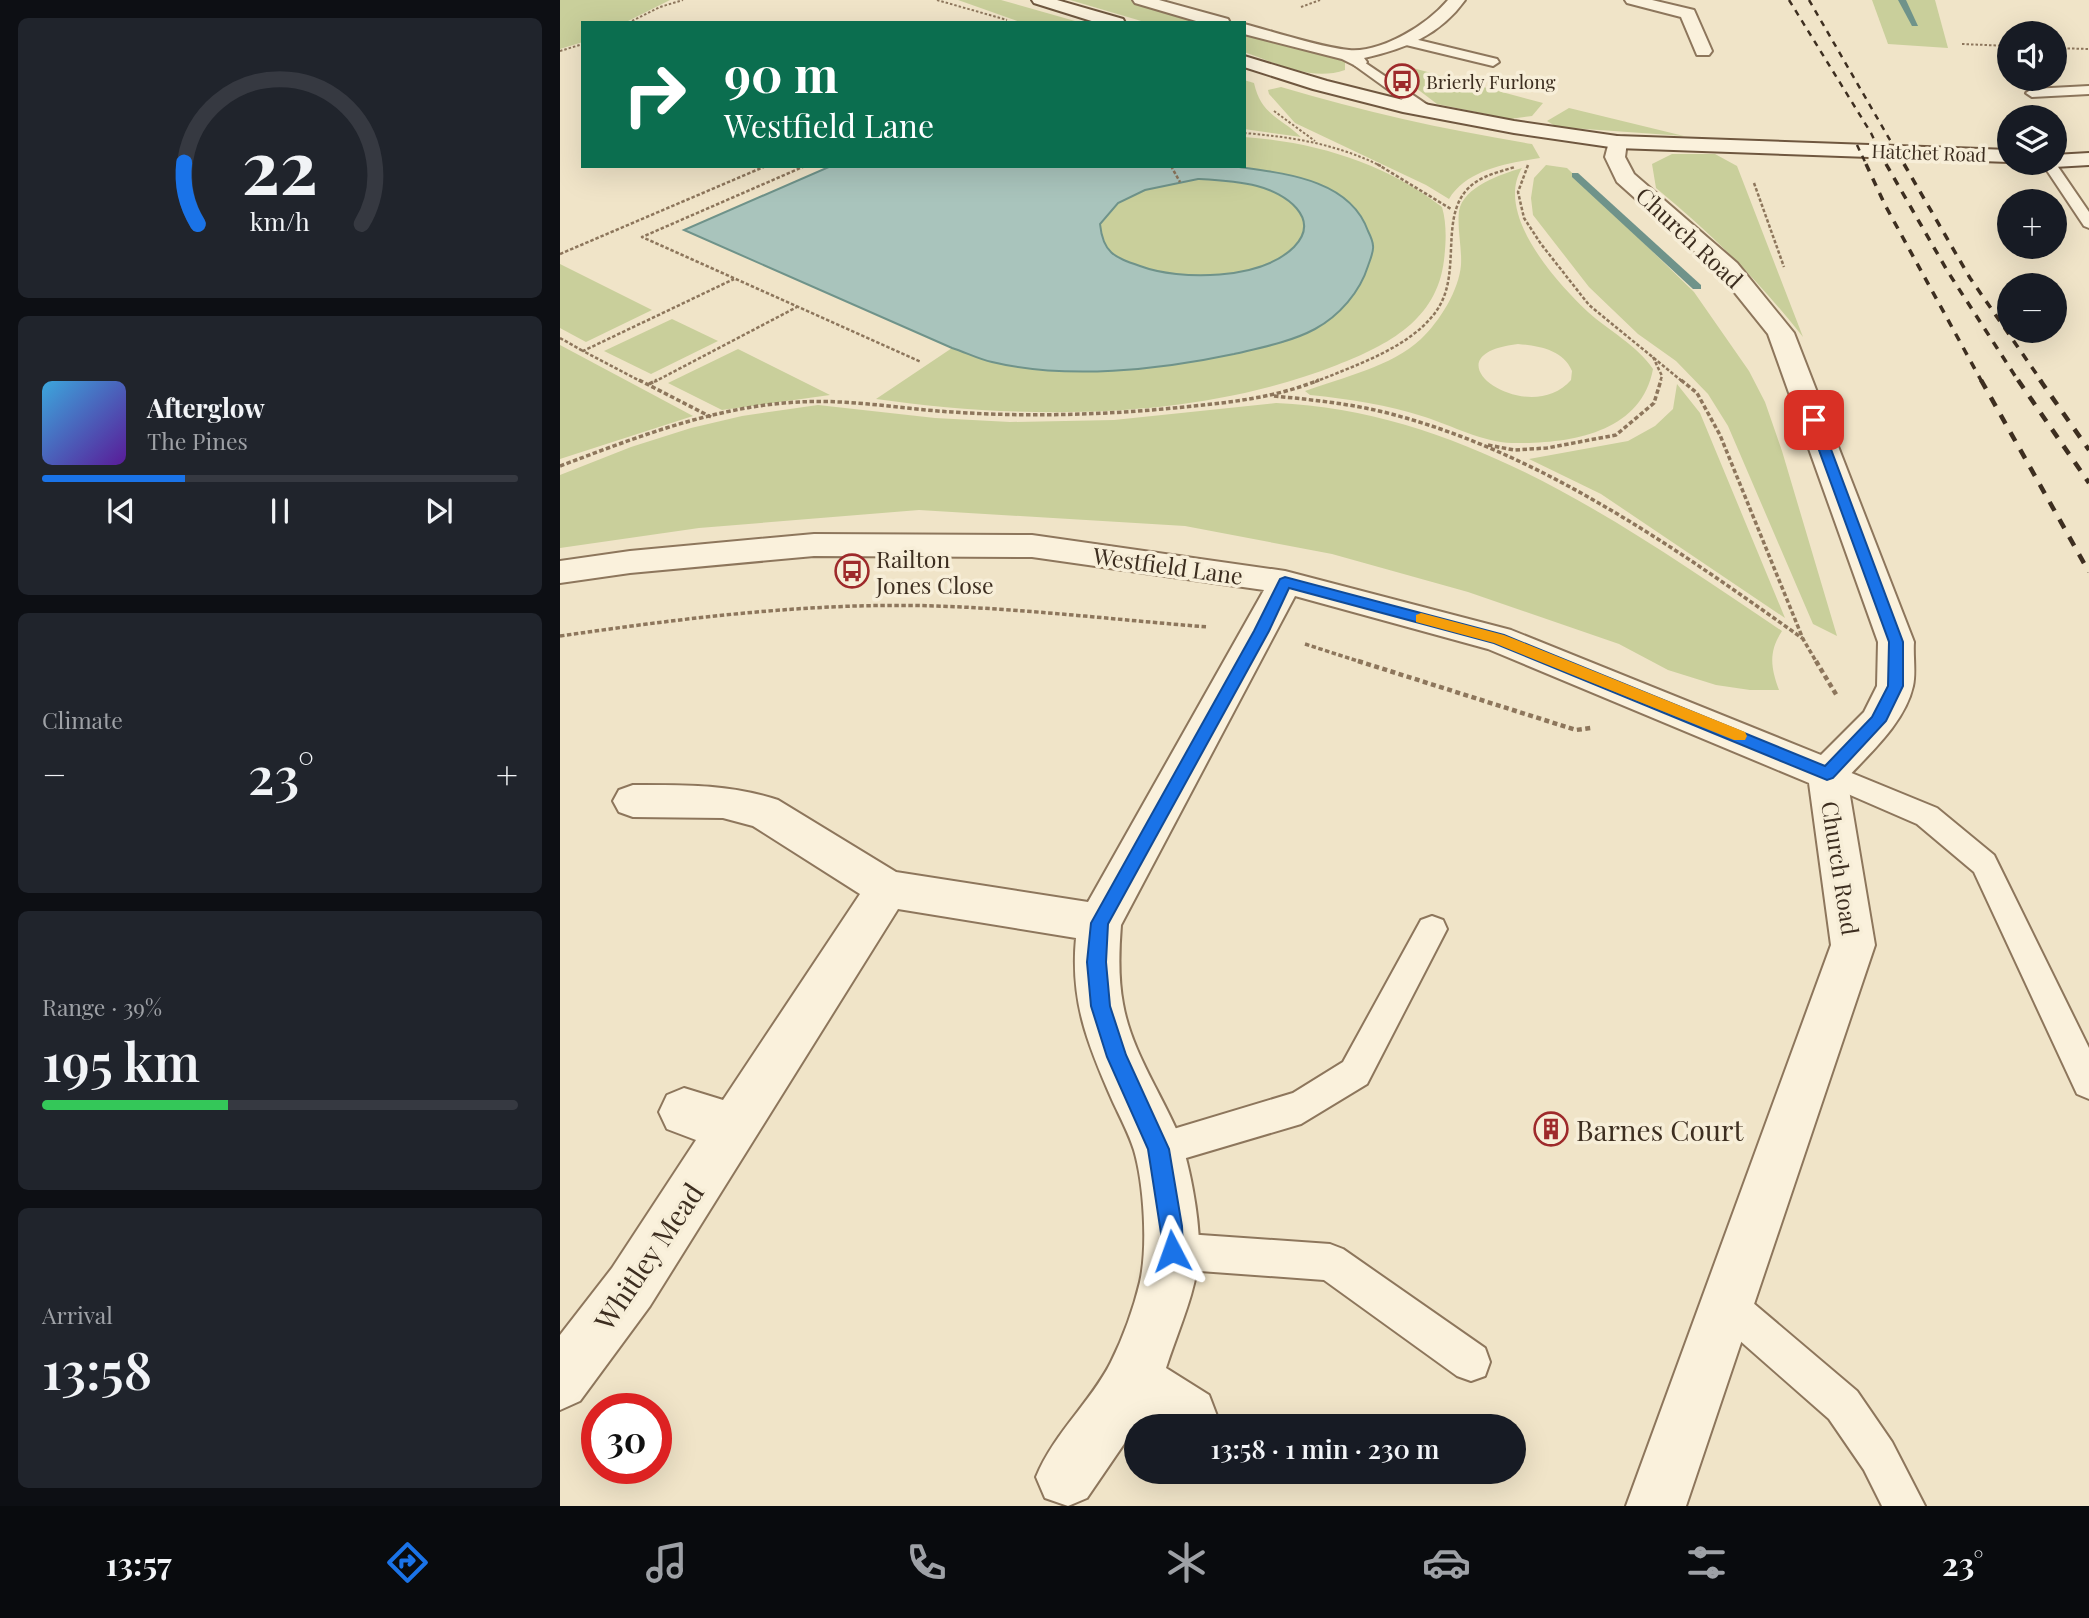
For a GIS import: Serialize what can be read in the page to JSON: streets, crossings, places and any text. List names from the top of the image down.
{
  "streets": {
    "street": [
      "Hatchet Road",
      "Church Road",
      "Westfield Lane",
      "Whitley Mead"
    ]
  },
  "crossings": [
    ["Hatchet Road", "Church Road"],
    ["Church Road", "Westfield Lane"]
  ],
  "places": {
    "bus stop": ["Brierly Furlong", "Railton Jones Close"],
    "building": ["Barnes Court"]
  },
  "page": {
    "map_buttons": ["+", "−"],
    "turn": ["90 m", "Westfield Lane"],
    "song": ["Afterglow", "The Pines"],
    "tile": [
      "Climate",
      ["Range · 39%", "195 km"],
      ["Arrival", "13:58"]
    ],
    "heat": ["−", "23°", "+"],
    "limit": "30",
    "trip": "13:58 · 1 min · 230 m",
    "tabs": ["13:57", "23°"],
    "gauge": ["22", "km/h"]
  }
}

□ □ □ □ □ □ □

* **What you have to do**:
Could you copy all of the entries above exactly, without the pictures?

* **Task result**:
For a GIS import: Serialize what can be read in the page to JSON: streets, crossings, places and any text. List names from the top of the image down.
{
  "streets": {
    "street": [
      "Hatchet Road",
      "Church Road",
      "Westfield Lane",
      "Whitley Mead"
    ]
  },
  "crossings": [
    ["Hatchet Road", "Church Road"],
    ["Church Road", "Westfield Lane"]
  ],
  "places": {
    "bus stop": ["Brierly Furlong", "Railton Jones Close"],
    "building": ["Barnes Court"]
  },
  "page": {
    "map_buttons": ["+", "−"],
    "turn": ["90 m", "Westfield Lane"],
    "song": ["Afterglow", "The Pines"],
    "tile": [
      "Climate",
      ["Range · 39%", "195 km"],
      ["Arrival", "13:58"]
    ],
    "heat": ["−", "23°", "+"],
    "limit": "30",
    "trip": "13:58 · 1 min · 230 m",
    "tabs": ["13:57", "23°"],
    "gauge": ["22", "km/h"]
  }
}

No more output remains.